For most materials, interface energies between solid and vapor - for example, a bar of gold in air - favor the formation of a liquid surface layer as the temperature increases, which continues to grow until the entire object is melted; this liquid layer forms more readily at lower temperatures as the proportion of surface to volume increases. Eugene Haller of Berkeley Lab's Materials Sciences Division (MSD), who is also a professor of materials science at the University of California at Berkeley notes that "if you make free-standing nanoparticles of gold small enough, they melt at room temperature."

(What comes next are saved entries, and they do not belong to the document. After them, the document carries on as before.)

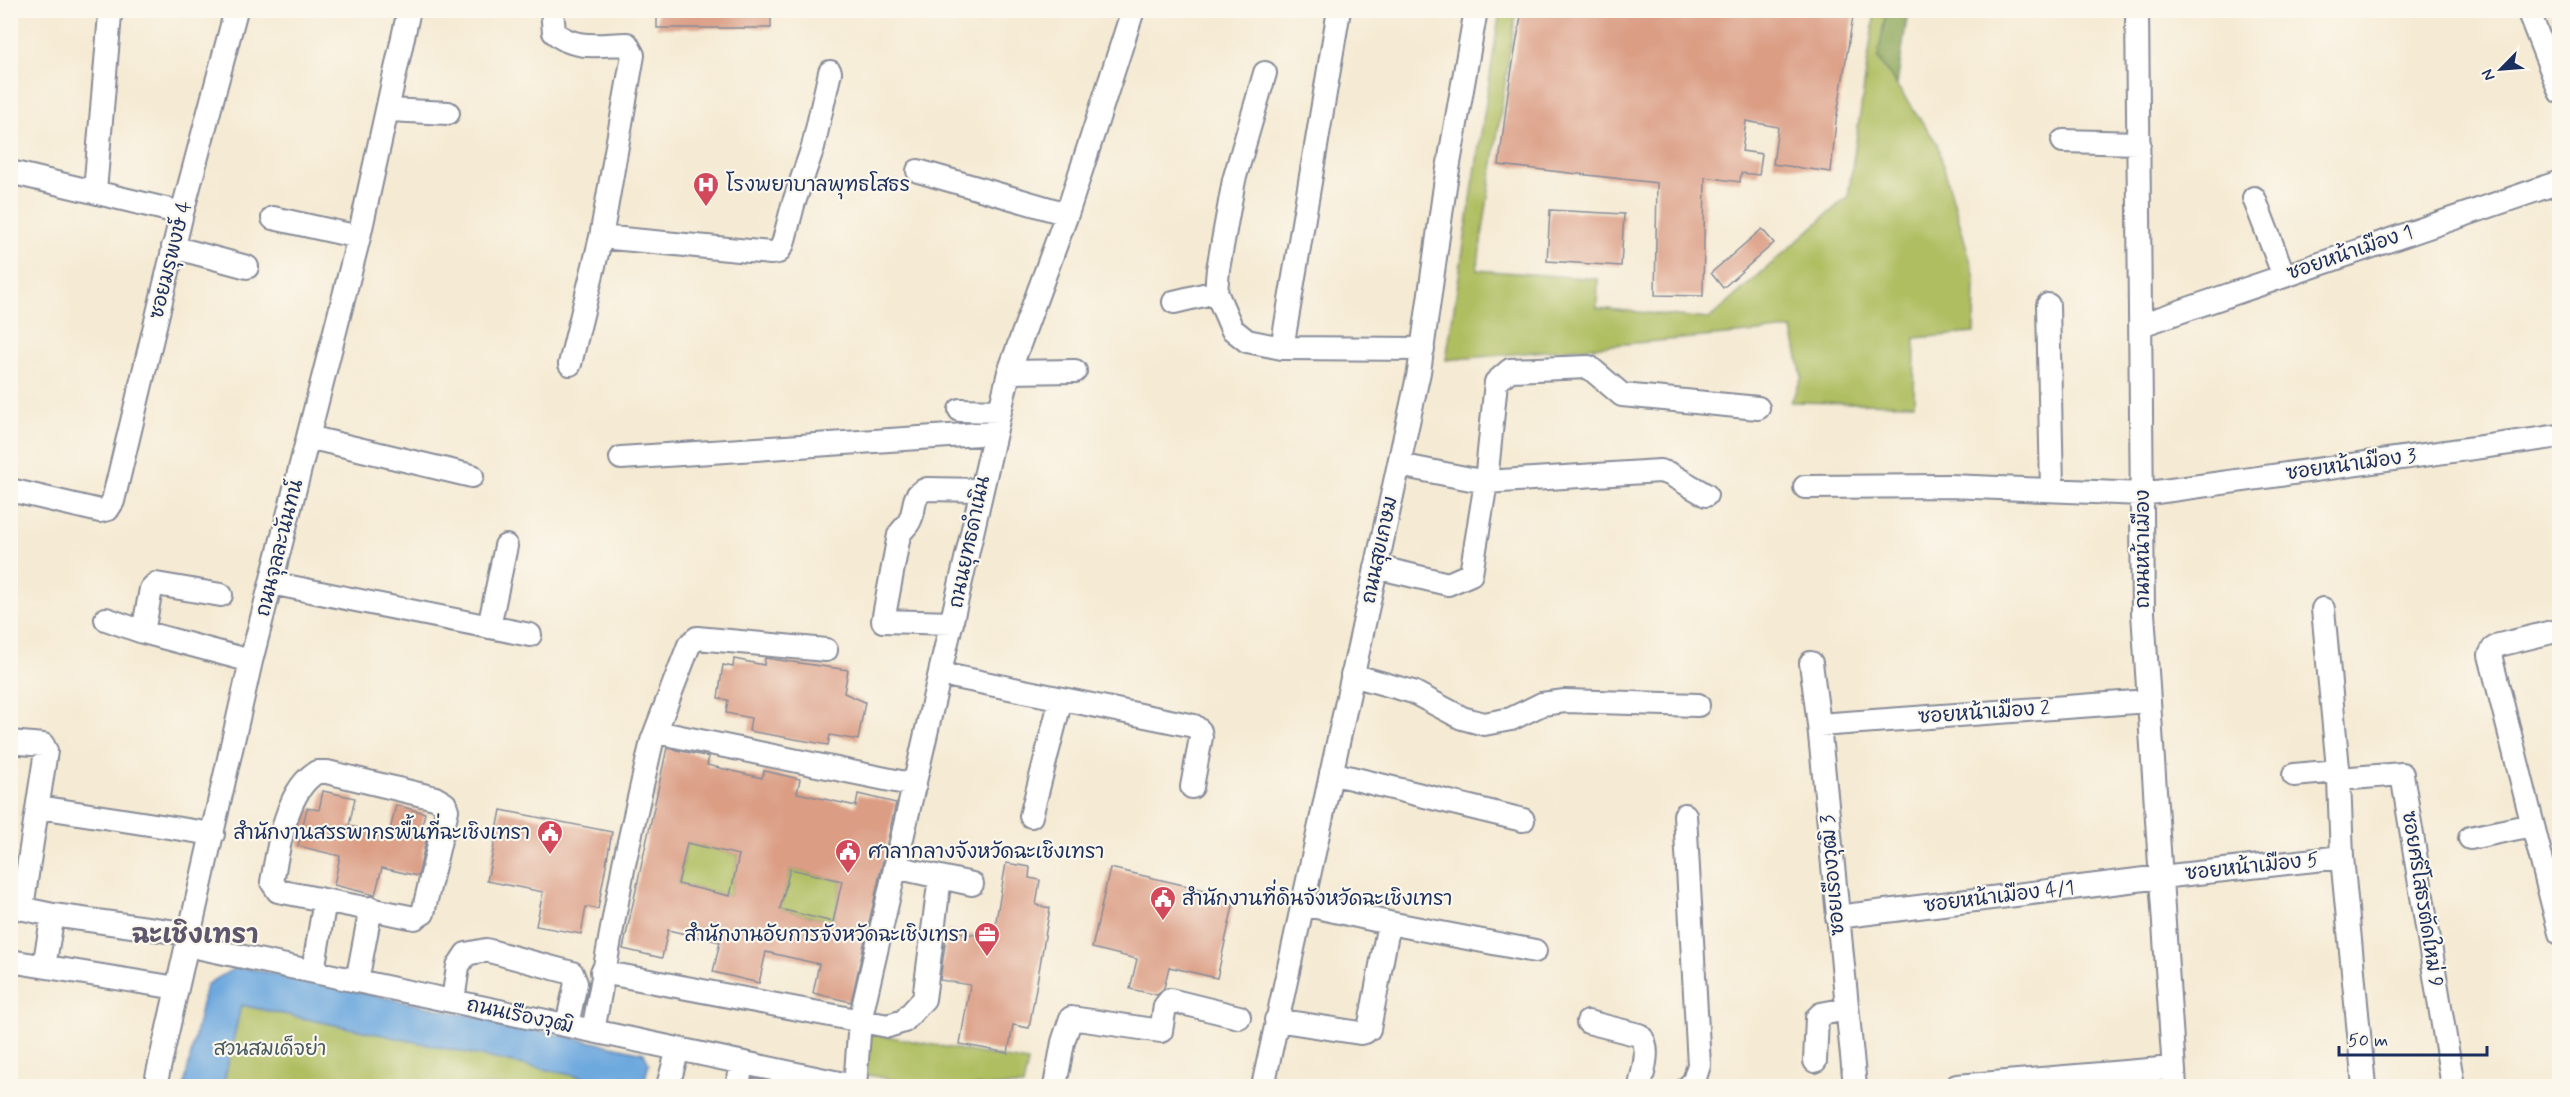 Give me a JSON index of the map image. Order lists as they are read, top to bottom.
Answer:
{
  "streets": {
    "street": [
      "ซอยหน้าเมือง 1",
      "ซอยมรุพงษ์ 4",
      "ซอยหน้าเมือง 3",
      "ถนนยุทธดำเนิน",
      "ถนนจุลละนันทน์",
      "ถนนหน้าเมือง",
      "ถนนสุขเกษม",
      "ซอยหน้าเมือง 2",
      "ซอยหน้าเมือง 5",
      "ซอยเรืองวุฒิ 3",
      "ซอยหน้าเมือง 4/1",
      "ซอยศรีโสธรตัดใหม่ 9",
      "ถนนเรืองวุฒิ"
    ]
  },
  "crossings": [
    ["ซอยหน้าเมือง 1", "ถนนหน้าเมือง"],
    ["ซอยหน้าเมือง 3", "ถนนหน้าเมือง"],
    ["ถนนยุทธดำเนิน", "ถนนเรืองวุฒิ"],
    ["ถนนจุลละนันทน์", "ถนนเรืองวุฒิ"],
    ["ถนนหน้าเมือง", "ซอยหน้าเมือง 2"],
    ["ถนนหน้าเมือง", "ซอยหน้าเมือง 5"],
    ["ถนนหน้าเมือง", "ซอยหน้าเมือง 4/1"],
    ["ซอยหน้าเมือง 2", "ซอยเรืองวุฒิ 3"],
    ["ซอยหน้าเมือง 5", "ซอยหน้าเมือง 4/1"],
    ["ซอยเรืองวุฒิ 3", "ซอยหน้าเมือง 4/1"]
  ],
  "districts": ["ฉะเชิงเทรา"],
  "parks": ["สวนสมเด็จย่า"],
  "places": {
    "hospital": ["โรงพยาบาลพุทธโสธร"],
    "public building": ["สำนักงานสรรพากรพื้นที่ฉะเชิงเทรา", "ศาลากลางจังหวัดฉะเชิงเทรา", "สำนักงานที่ดินจังหวัดฉะเชิงเทรา"],
    "office": ["สำนักงานอัยการจังหวัดฉะเชิงเทรา"]
  },
  "scale_bar": "50 m",
  "north": "bottom left"
} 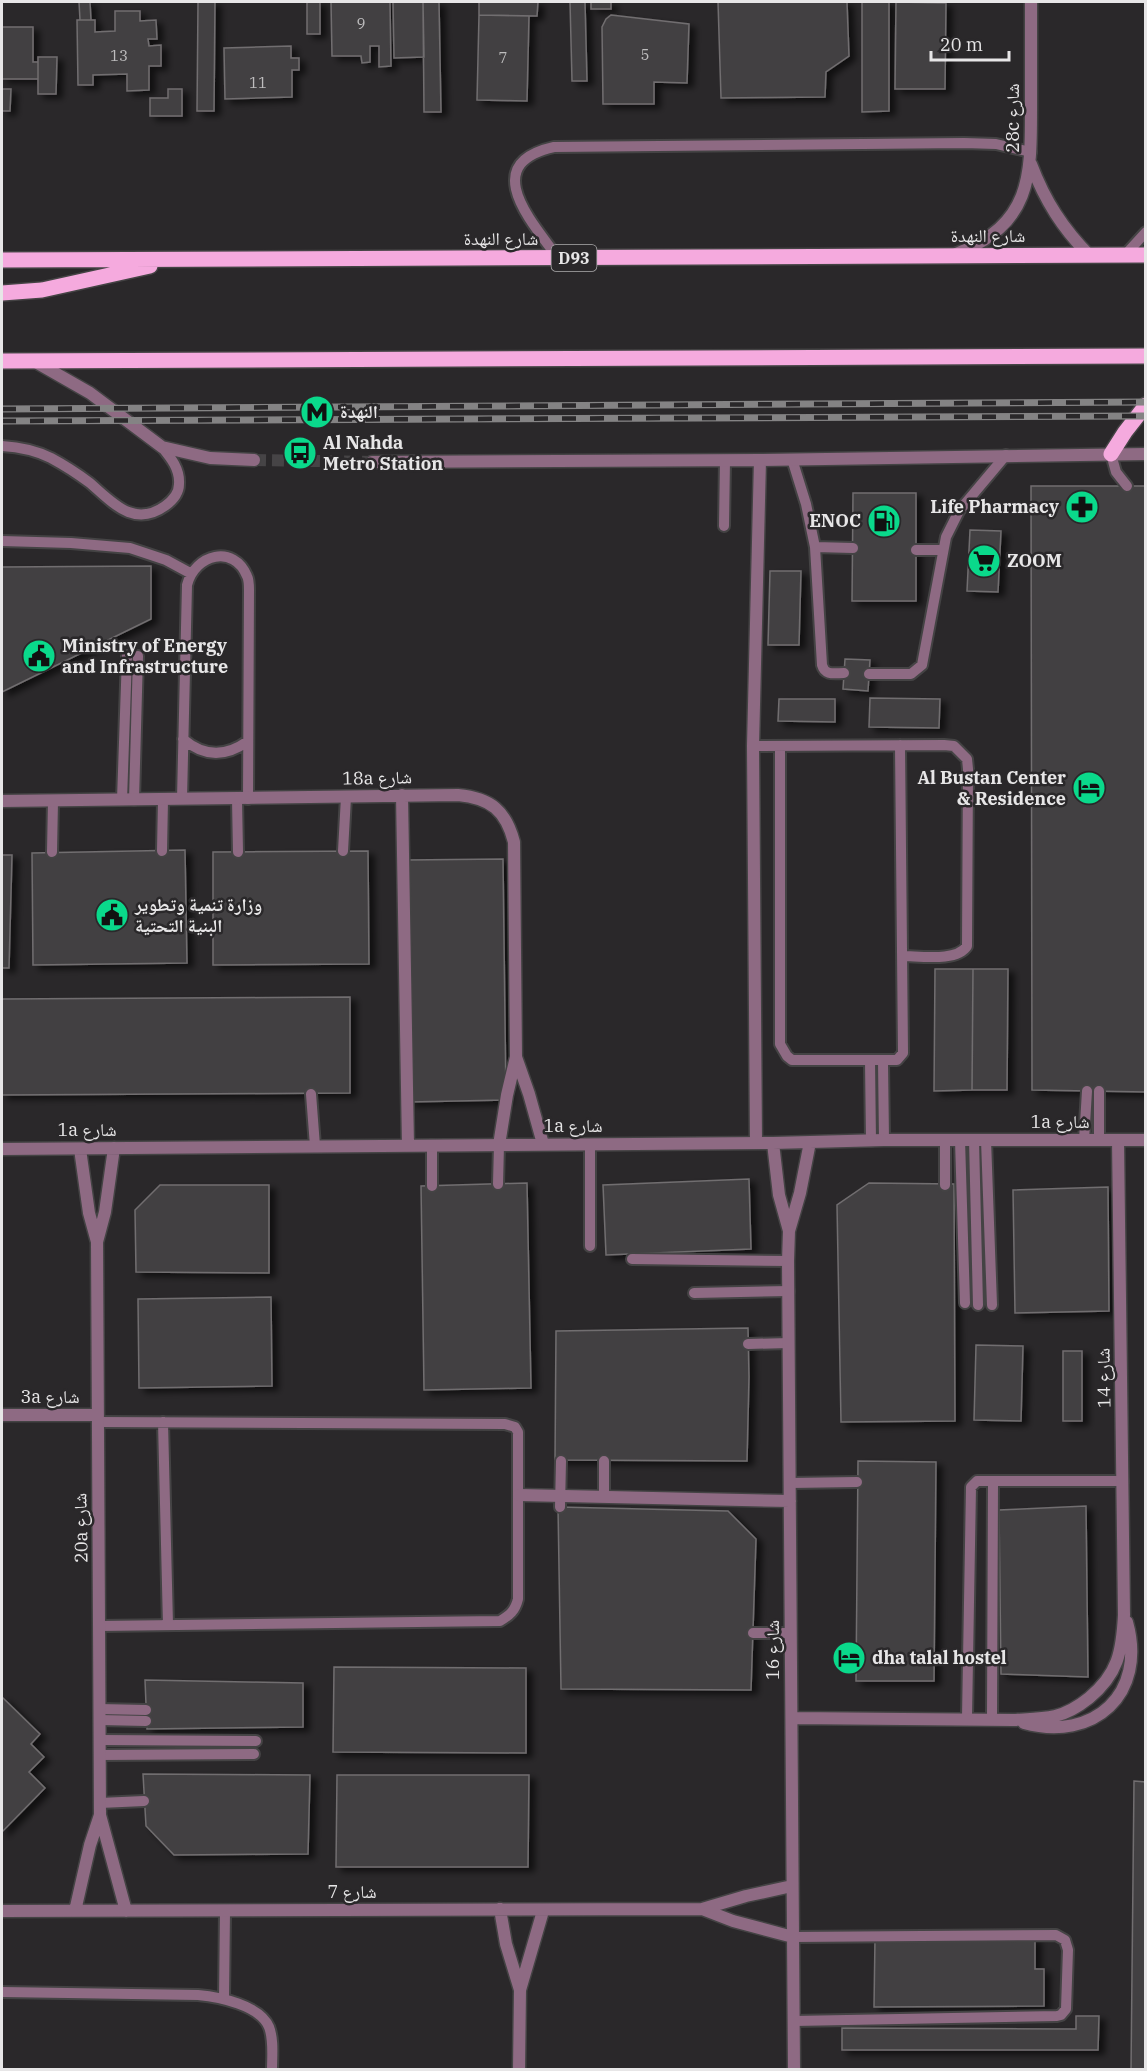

Embedded nanocrystals occasionally behave differently, however. Superheating has been observed in the case of nanocrystals embedded in a crystalline matrix, for example nanoparticles of lead embedded in an aluminum matrix. This is attributed to the lattice structures of the two crystals "locking up," suppressing the vibration of the nanoparticles' surface atoms that would lead to melting.

But germanium nanocrystals in silica glass are quite a different matter: the glass matrix has no lattice structure to lock with the surface of the germanium crystal. Ager says that "because there was no lattice structure in the matrix, we had naively expected the germanium crystals to behave more like free-standing nanoparticles - that is, we expected the melting temperature to be much less than in bulk germanium. Instead, to our surprise, germanium nanocrystals in glass had to be superheated to melt."

That was only the first surprise. In bulk materials, the interface energy between solid and vapor, which allows the transition from solid to liquid at the melting temperature, creates a roadblock in the opposite direction, an energy barrier to freezing.

"It always costs energy to form a surface," says Chrzan. "In the bulk, in fact, it's possible to supercool many materials and maintain them in a liquid state well above their normal freezing/melting point. In order to freeze, a material must overcome that slight energy barrier so as to form a critical solid nucleus."

In the case of germanium nanocrystals embedded in glass, the same large interface-energy barrier that leads to superheating before the solid crystal can melt means the melted inclusions must be supercooled before they freeze.

Original publication: Q. Xu, I. D. Sharp, C. W. Yuan, D. O. Yi, C. Y. Liao, A. M. Glaeser, A. M. Minor, J. W. Beeman, M. C. Ridgway, P. Kluth, J. W. Ager III, D. C. Chrzan, E. E. Haller; "Large melting point hysteresis of Ge nanocrystals embedded in SiO2"; Physical Review Letters 2006.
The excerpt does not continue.